Que à AdC não importe a desagregação do mais importante grupo de comunicações em Portugal já quase não admira. O que mais espanta - a muitos observadores nacionais e internacionais - é que o regulador que existe para que a concorrência seja assegurada permita que, de mão beijada, um grupo privado tenha a possibilidade de construir uma posição praticamente monopolista no sector das telecomunicações móveis em Portugal.

Para aparentar alguma equidistância, a AdC recomenda algumas medidas aparentemente correctivas, aconselhando preventivamente a adopção de "remédios" - certamente para impedir que Belmiro de Azevedo tenha alguma indisposição por excesso de fartura!...

A verdade é que as medidas recomendadas pela AdC não podem ser levadas a sério.

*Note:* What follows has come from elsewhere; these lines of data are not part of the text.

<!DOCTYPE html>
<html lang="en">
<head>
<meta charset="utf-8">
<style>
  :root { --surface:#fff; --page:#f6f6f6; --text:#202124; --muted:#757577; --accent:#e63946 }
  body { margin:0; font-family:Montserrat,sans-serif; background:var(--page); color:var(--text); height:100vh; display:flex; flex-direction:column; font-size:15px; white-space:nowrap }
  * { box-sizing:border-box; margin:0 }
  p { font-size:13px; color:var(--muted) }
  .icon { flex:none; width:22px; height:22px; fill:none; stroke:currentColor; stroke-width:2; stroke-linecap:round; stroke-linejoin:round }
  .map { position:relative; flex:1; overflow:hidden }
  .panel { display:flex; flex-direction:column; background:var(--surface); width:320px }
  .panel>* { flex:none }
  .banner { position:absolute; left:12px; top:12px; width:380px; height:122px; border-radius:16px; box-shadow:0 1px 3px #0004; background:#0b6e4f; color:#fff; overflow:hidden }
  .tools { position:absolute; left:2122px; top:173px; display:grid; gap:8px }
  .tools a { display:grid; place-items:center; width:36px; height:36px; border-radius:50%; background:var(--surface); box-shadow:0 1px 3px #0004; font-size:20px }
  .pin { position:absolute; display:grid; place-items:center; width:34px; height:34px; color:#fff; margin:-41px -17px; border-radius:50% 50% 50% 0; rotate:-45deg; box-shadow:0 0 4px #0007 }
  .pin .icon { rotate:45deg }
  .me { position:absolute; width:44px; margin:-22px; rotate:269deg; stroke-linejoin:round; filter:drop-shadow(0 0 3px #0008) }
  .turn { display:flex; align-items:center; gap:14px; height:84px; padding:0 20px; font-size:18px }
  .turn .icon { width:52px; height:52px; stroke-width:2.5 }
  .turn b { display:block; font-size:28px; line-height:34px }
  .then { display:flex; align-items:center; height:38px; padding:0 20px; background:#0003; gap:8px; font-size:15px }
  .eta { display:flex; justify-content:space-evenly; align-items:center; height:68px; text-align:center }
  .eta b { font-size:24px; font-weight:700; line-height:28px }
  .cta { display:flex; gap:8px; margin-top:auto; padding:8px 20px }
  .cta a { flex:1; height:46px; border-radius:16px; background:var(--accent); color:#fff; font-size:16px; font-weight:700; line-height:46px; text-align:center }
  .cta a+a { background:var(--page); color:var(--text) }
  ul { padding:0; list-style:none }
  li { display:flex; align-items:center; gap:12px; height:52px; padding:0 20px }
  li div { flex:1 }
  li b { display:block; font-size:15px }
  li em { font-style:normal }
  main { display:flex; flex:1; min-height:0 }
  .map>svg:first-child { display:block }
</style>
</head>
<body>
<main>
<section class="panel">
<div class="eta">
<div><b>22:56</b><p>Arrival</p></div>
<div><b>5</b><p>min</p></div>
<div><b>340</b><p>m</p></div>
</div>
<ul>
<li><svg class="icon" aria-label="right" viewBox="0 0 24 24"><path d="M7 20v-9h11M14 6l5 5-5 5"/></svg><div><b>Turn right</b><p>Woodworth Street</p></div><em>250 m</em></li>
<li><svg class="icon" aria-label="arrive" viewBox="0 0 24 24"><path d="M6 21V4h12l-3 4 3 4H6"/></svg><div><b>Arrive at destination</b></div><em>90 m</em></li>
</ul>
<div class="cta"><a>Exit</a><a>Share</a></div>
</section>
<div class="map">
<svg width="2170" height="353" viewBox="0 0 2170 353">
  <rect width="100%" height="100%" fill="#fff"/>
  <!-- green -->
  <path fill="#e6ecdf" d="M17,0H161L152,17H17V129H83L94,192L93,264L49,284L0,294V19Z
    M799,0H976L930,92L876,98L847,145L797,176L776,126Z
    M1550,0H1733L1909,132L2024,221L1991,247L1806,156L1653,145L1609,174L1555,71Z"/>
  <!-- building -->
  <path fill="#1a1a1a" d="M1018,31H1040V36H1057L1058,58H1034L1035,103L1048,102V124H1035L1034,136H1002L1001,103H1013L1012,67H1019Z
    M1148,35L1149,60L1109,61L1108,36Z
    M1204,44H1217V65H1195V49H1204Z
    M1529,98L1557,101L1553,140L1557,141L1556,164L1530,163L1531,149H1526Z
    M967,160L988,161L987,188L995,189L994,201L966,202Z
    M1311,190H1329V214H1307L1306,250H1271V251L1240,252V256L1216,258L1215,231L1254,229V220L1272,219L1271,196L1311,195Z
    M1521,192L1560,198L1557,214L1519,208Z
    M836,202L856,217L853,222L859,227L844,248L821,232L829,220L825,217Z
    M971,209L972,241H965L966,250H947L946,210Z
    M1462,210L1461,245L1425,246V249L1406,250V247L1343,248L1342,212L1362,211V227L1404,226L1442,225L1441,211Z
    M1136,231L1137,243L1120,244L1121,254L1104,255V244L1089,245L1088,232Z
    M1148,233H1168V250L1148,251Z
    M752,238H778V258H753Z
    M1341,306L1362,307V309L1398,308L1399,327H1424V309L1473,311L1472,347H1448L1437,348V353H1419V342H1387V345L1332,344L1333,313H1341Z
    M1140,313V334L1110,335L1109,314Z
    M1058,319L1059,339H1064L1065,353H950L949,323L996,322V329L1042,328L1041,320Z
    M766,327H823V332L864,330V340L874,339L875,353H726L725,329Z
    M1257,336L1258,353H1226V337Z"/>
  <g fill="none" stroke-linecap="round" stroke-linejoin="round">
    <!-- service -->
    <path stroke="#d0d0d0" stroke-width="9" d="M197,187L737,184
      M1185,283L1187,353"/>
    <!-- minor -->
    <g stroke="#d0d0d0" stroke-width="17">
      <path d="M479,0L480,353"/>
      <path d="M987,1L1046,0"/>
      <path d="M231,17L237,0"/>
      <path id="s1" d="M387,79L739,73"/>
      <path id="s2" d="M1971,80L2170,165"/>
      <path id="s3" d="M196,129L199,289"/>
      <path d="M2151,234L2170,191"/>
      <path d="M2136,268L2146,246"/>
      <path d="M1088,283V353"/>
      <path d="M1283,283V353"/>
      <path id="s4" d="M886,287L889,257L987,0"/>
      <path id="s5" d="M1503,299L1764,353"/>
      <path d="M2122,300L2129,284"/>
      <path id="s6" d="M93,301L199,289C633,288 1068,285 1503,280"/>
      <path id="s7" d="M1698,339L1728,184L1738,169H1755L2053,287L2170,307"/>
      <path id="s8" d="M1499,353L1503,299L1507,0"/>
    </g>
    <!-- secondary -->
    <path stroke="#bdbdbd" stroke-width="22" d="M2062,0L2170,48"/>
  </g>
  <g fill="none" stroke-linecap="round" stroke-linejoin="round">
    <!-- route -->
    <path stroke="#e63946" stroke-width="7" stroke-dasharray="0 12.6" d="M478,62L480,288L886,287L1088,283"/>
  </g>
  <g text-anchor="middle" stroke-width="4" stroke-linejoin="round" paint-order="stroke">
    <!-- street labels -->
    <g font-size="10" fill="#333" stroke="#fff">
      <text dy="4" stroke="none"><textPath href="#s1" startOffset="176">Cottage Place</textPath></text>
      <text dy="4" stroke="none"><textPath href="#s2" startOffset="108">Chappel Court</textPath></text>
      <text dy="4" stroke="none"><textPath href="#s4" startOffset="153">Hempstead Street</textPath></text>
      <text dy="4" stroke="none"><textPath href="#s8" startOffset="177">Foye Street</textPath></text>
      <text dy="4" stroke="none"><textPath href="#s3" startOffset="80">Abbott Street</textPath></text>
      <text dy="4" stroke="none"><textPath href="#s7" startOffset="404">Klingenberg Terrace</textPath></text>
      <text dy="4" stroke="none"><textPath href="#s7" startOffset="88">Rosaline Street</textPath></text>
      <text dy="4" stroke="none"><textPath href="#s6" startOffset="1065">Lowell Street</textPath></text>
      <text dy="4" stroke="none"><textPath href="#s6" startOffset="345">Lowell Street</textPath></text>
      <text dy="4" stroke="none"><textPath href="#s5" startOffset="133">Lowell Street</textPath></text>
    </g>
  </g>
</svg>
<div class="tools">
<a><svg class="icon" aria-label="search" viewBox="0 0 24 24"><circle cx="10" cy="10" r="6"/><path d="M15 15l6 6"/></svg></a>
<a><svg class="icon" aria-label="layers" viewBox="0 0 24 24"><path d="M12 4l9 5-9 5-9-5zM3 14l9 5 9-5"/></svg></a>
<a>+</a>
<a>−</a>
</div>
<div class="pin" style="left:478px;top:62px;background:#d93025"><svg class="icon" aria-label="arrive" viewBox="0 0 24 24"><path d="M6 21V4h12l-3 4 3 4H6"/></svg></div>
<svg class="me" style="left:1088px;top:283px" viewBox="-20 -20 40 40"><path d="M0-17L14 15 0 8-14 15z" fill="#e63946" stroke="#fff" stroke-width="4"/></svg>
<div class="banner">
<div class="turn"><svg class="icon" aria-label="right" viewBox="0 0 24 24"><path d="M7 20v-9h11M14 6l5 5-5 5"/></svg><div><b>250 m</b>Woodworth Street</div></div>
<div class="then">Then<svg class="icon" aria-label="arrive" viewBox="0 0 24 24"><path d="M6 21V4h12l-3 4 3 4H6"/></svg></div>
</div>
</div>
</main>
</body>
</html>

Elas são absolutamente iníquas do ponto de vista dos interesses da SONAE, já que, no fundamental, e segundo até confirma o Finantial Times - jornal normalmente bem informado sobre esta temática - quase todos esses "remédios"faziam já parte das condições da OPA lançada pelo Grupo de Belmiro de Azevedo, designadamente, e a título de exemplo, a alienação dos activos do cabo da PT mais a possibilidade de permitir a criação de operadores móveis virtuais.

Mas há mais. E mais estranho ou espantoso.

A SONAE apropria-se da PT, funde a TMN com a sua Optimus e cria o que constitui um verdadeiro maná monopolista, e a AdC - para não deixar por mãos alheias o seu papel de defensora da concorrência - impõe a libertação de uma das licenças de operador de comunicações móveis.

Mas, e há sempre um grande "mas" nestas operações de benefício de grandes grupos privados, o que não é sublinhado nem se enfatiza, é que a AdC permite que o Engº Belmiro de Azevedo conserve a posse dos indicativos 93 e 96 e mantenha em seu poder a base de dados de todos os actuais clientes TMN e Optimus.

Isto é, tudo não passa de um faz-de-conta que diz querer facilitar o aparecimento de um novo operador concorrente, (num mercado já de si absolutamente saturado e sem nenhuns motivos para gerar o aparecimento de mais operadores), onde a fusão agora apadrinhada cria um monopólio que amarra ferreamente os clientes e todos os instrumentos essenciais à sua conservação.

Senhor Presidente
Senhoras e Senhores Deputados

"A partir de agora chegou a hora dos accionistas"! O "Estado actuará da forma que achar mais conveniente para salvaguardar os seus interesses neste campo".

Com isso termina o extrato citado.